▸ Exercise brief:
Every line of the entries below that carries the string "data" should be copied.

*** Exercise inputs Section Begins ***

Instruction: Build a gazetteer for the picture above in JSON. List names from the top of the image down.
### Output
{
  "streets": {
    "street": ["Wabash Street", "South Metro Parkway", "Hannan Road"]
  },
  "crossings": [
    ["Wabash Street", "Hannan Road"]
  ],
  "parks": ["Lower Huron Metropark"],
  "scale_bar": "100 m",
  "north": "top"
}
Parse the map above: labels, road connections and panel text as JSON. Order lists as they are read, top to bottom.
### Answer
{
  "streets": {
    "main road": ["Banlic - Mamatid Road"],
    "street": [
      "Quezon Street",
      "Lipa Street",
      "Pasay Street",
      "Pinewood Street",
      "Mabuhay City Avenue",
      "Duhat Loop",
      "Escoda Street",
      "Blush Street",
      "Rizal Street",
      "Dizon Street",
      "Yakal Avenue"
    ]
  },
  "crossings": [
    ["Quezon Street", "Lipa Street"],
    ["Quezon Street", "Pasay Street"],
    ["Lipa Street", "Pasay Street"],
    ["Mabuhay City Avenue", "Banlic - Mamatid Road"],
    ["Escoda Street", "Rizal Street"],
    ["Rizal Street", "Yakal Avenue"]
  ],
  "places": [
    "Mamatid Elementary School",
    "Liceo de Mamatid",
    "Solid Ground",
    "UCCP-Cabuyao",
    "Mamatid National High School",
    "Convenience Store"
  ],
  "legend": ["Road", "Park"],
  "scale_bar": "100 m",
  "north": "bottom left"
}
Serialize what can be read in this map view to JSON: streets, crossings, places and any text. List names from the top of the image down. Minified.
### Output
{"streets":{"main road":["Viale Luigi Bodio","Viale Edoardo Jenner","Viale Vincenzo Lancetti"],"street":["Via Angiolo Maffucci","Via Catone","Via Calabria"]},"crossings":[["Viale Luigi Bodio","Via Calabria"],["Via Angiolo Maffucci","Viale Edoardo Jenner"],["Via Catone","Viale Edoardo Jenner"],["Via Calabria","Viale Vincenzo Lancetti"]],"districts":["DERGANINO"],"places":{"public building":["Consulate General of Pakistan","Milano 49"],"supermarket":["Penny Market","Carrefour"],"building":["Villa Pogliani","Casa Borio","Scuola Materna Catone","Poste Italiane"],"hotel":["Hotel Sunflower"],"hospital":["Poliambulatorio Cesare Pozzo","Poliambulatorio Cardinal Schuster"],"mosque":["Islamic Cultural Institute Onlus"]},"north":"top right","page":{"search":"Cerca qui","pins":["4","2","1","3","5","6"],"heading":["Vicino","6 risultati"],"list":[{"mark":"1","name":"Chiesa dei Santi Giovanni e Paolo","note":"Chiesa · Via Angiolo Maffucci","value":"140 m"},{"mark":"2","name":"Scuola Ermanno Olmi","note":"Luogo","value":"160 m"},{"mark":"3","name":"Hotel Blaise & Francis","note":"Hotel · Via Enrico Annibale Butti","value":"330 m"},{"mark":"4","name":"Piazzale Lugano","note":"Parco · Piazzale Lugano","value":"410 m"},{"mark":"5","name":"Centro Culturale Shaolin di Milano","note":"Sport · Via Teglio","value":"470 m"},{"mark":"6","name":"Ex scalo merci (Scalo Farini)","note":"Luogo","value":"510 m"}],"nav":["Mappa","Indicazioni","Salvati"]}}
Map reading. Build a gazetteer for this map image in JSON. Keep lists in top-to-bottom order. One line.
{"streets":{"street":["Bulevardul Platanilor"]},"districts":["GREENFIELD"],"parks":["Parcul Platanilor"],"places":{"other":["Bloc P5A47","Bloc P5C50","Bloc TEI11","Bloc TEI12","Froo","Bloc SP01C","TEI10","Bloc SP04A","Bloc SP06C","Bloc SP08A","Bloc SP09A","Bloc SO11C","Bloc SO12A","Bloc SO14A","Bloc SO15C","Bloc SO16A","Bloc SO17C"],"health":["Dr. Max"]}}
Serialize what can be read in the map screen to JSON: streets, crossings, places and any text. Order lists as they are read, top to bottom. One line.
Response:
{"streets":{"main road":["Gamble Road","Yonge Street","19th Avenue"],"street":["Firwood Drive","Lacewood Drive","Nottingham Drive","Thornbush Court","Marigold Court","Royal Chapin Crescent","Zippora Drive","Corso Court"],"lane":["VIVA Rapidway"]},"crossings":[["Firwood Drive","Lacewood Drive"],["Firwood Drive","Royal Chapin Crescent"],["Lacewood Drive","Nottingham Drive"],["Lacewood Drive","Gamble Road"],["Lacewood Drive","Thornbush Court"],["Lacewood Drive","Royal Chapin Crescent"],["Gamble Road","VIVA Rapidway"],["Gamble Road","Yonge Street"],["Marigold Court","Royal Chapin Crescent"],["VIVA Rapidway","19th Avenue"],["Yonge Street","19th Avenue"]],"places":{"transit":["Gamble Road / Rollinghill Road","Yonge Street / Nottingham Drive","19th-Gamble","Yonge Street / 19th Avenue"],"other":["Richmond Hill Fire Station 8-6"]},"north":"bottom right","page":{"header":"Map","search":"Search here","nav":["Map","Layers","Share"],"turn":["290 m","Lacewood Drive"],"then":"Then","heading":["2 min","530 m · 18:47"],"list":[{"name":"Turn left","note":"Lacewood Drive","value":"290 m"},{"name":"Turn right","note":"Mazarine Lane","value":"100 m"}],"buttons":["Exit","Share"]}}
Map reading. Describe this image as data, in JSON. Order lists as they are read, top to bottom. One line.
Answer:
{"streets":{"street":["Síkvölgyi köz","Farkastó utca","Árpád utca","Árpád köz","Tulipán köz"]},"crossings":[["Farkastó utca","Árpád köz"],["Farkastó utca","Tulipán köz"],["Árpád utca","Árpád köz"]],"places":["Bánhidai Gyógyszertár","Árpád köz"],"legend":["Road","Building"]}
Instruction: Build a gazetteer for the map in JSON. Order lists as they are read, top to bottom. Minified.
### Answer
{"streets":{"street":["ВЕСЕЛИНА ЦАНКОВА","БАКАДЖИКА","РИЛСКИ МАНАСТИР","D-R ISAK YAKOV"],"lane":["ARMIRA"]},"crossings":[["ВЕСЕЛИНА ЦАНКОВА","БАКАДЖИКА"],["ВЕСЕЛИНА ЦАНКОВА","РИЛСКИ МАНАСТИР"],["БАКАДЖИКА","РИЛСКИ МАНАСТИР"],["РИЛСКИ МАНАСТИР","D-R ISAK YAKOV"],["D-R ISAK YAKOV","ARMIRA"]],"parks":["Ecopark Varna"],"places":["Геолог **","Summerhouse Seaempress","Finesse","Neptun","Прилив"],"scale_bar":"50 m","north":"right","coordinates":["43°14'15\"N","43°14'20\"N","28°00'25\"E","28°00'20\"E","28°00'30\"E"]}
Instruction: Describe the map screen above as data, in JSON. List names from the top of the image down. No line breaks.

*** Exercise inputs Section Ends ***

▸ Output for this exercise:
Map reading. Describe this image as data, in JSON. Order lists as they are read, top to bottom. One line.
Instruction: Describe the map screen above as data, in JSON. List names from the top of the image down. No line breaks.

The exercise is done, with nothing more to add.